== Task details ==
The records that follow must be transcribed exactly, each one in full.

Collected data entries

************

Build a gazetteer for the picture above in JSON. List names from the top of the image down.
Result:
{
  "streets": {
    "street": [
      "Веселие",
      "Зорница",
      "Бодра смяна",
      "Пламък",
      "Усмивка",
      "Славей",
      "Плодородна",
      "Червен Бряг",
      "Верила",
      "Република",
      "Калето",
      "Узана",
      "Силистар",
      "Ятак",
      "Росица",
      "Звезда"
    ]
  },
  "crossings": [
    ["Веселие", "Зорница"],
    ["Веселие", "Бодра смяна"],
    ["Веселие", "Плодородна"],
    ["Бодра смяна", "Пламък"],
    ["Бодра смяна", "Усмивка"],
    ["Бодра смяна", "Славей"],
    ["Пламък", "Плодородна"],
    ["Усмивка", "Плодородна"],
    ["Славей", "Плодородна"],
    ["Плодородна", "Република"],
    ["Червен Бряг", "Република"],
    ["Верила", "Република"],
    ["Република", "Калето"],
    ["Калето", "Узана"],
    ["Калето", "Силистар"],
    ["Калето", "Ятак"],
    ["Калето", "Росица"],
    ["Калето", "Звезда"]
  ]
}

************

== Output below ==
Build a gazetteer for the picture above in JSON. List names from the top of the image down.
Result:
{
  "streets": {
    "street": [
      "Веселие",
      "Зорница",
      "Бодра смяна",
      "Пламък",
      "Усмивка",
      "Славей",
      "Плодородна",
      "Червен Бряг",
      "Верила",
      "Република",
      "Калето",
      "Узана",
      "Силистар",
      "Ятак",
      "Росица",
      "Звезда"
    ]
  },
  "crossings": [
    ["Веселие", "Зорница"],
    ["Веселие", "Бодра смяна"],
    ["Веселие", "Плодородна"],
    ["Бодра смяна", "Пламък"],
    ["Бодра смяна", "Усмивка"],
    ["Бодра смяна", "Славей"],
    ["Пламък", "Плодородна"],
    ["Усмивка", "Плодородна"],
    ["Славей", "Плодородна"],
    ["Плодородна", "Република"],
    ["Червен Бряг", "Република"],
    ["Верила", "Република"],
    ["Република", "Калето"],
    ["Калето", "Узана"],
    ["Калето", "Силистар"],
    ["Калето", "Ятак"],
    ["Калето", "Росица"],
    ["Калето", "Звезда"]
  ]
}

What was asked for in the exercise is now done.